He finished his interrupted breakfast, picked up his passport and phone, and walked the four hundred metres to Kallidromiou Street. He was conscious, as he approached the station, that this was the centre of trouble eighteen months ago when a policeman had shot a teenager during a demonstration. That in turn had set off a chain reaction of riots, looting, vandalism and arson. The streets had calmed down since then, but the underlying anger still burned.

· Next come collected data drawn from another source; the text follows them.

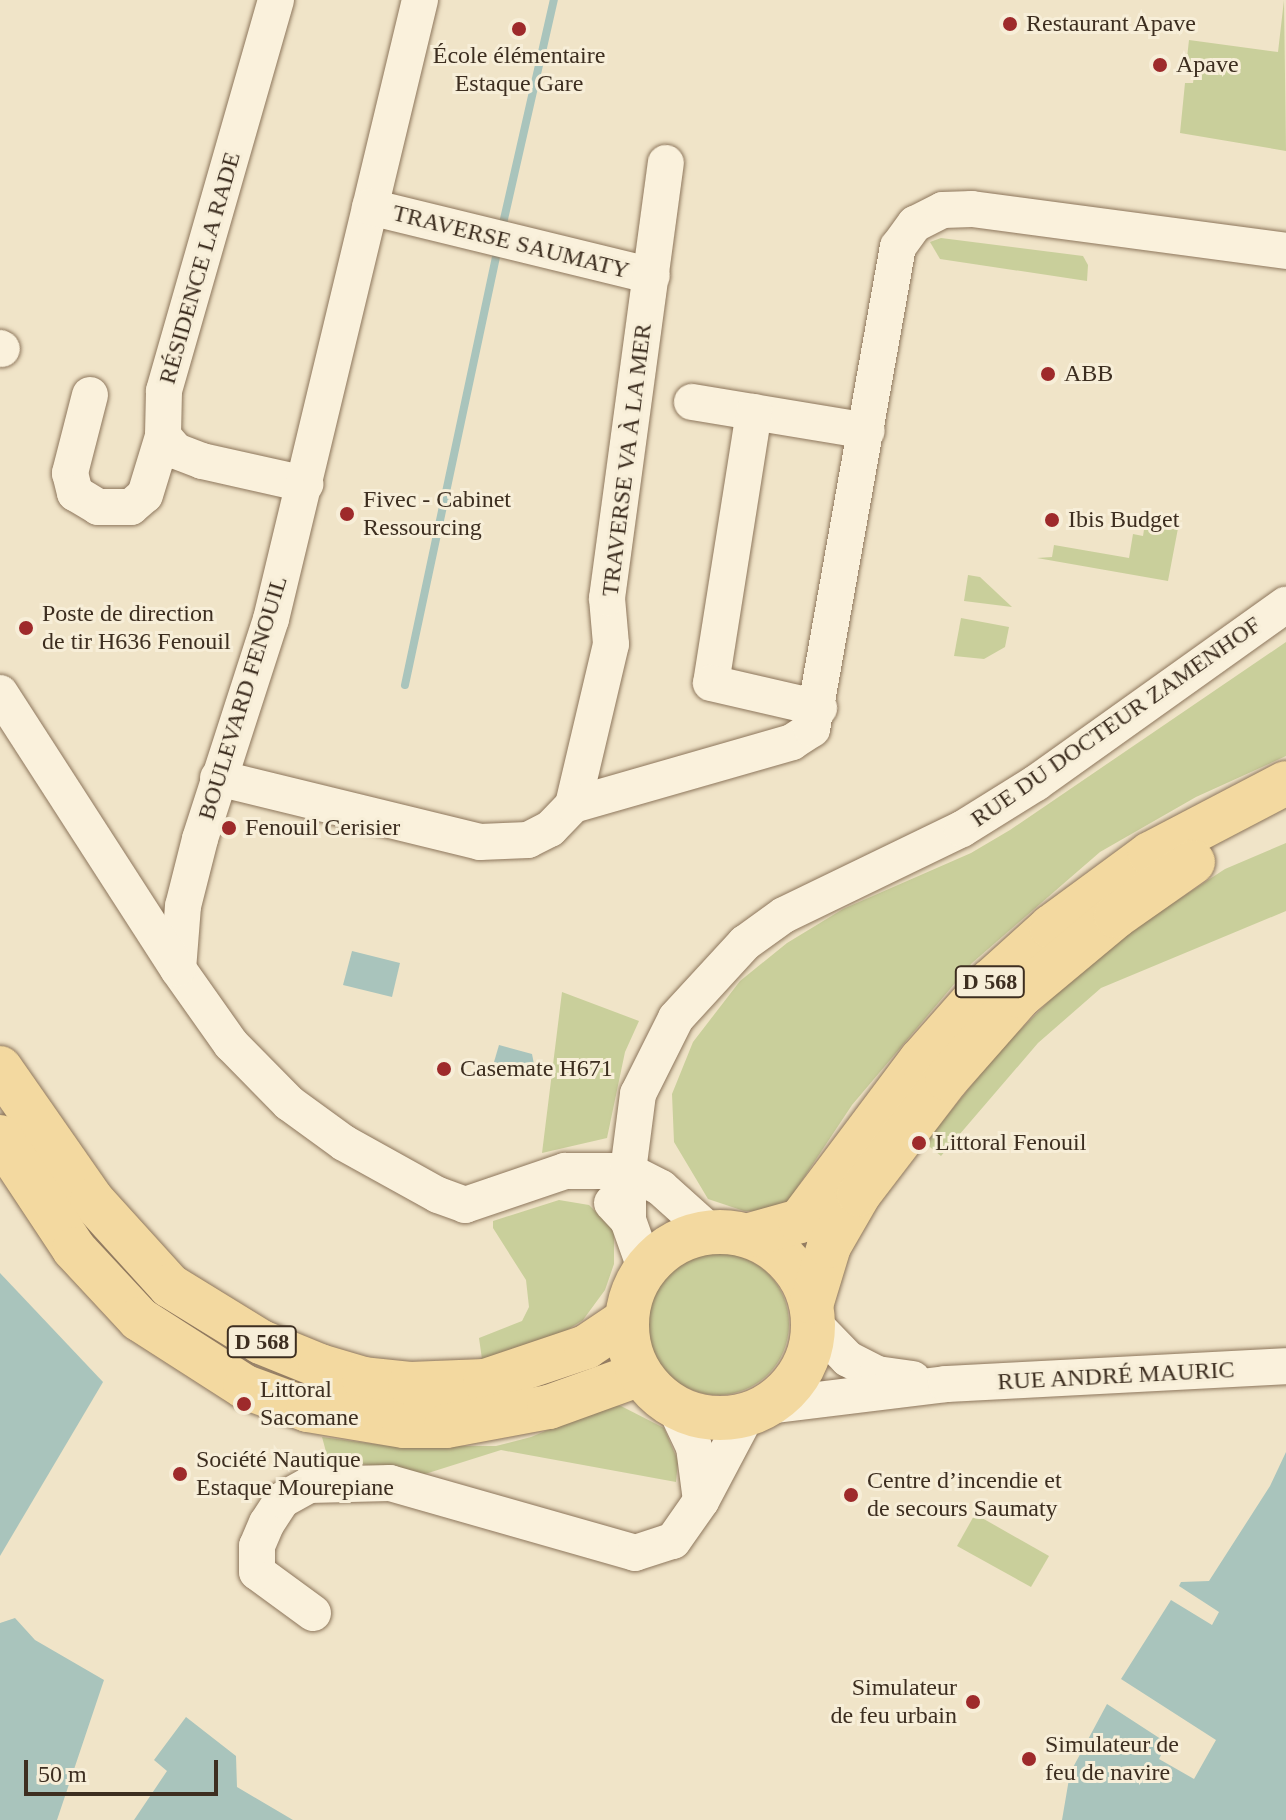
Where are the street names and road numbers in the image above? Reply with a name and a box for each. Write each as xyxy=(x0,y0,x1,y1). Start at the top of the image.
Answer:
street label: RÉSIDENCE LA RADE xyxy=(153,148,247,388)
street label: TRAVERSE SAUMATY xyxy=(390,199,632,285)
street label: TRAVERSE VA À LA MER xyxy=(596,320,658,600)
street label: BOULEVARD FENOUIL xyxy=(192,573,294,823)
street label: RUE DU DOCTEUR ZAMENHOF xyxy=(965,611,1267,833)
road number: D 568 xyxy=(954,964,1026,1000)
road number: D 568 xyxy=(226,1324,298,1360)
street label: RUE ANDRÉ MAURIC xyxy=(996,1355,1236,1397)

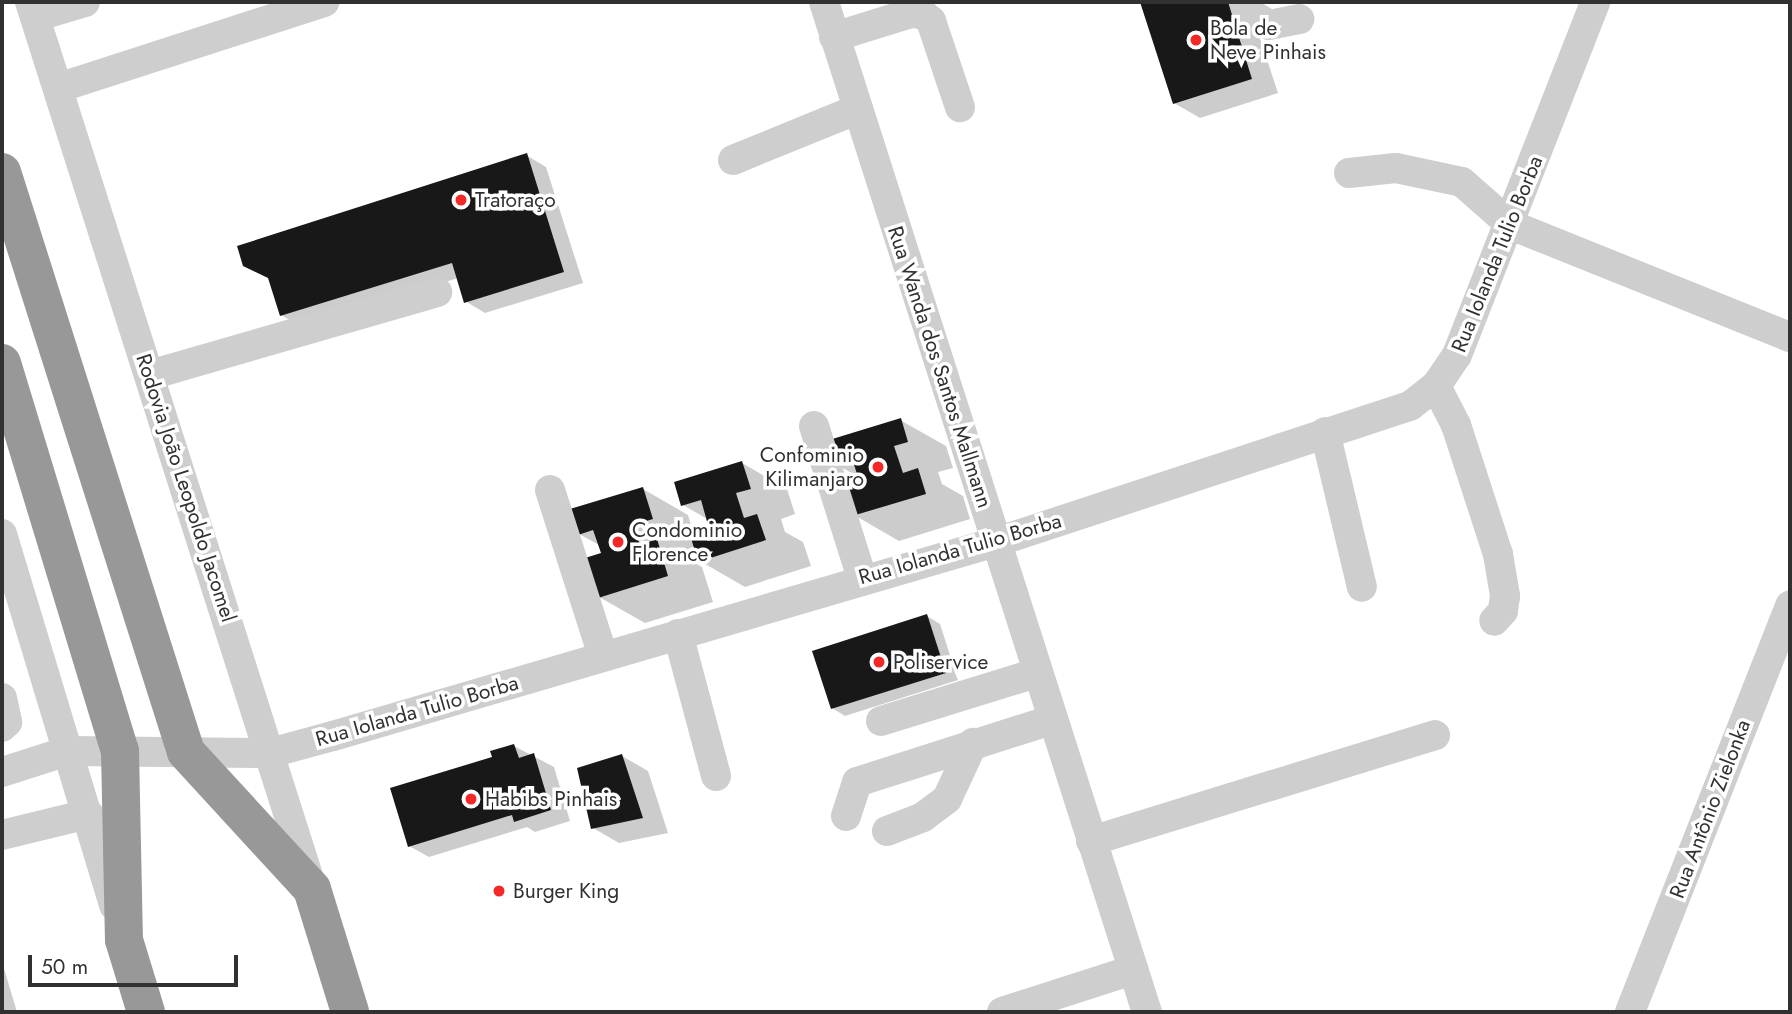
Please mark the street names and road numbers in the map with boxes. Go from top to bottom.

Kassavitis sat at his regulation doll’s house desk with its regulation chaos of papers. He was tired and grim-faced.
‘What’s up? said George.
‘I have to arrest you.’
‘What for?’
‘Assault.’
‘On those bikers?’
‘Their lawyer is pressing charges.’
‘Their lawyer?’
‘They insisted on calling him. We’ve been up half the night.’
‘You heard what my colleague Mr Pezas said? They would have killed him!’
‘It’s their word against yours.’
‘How about exercising a little common sense?’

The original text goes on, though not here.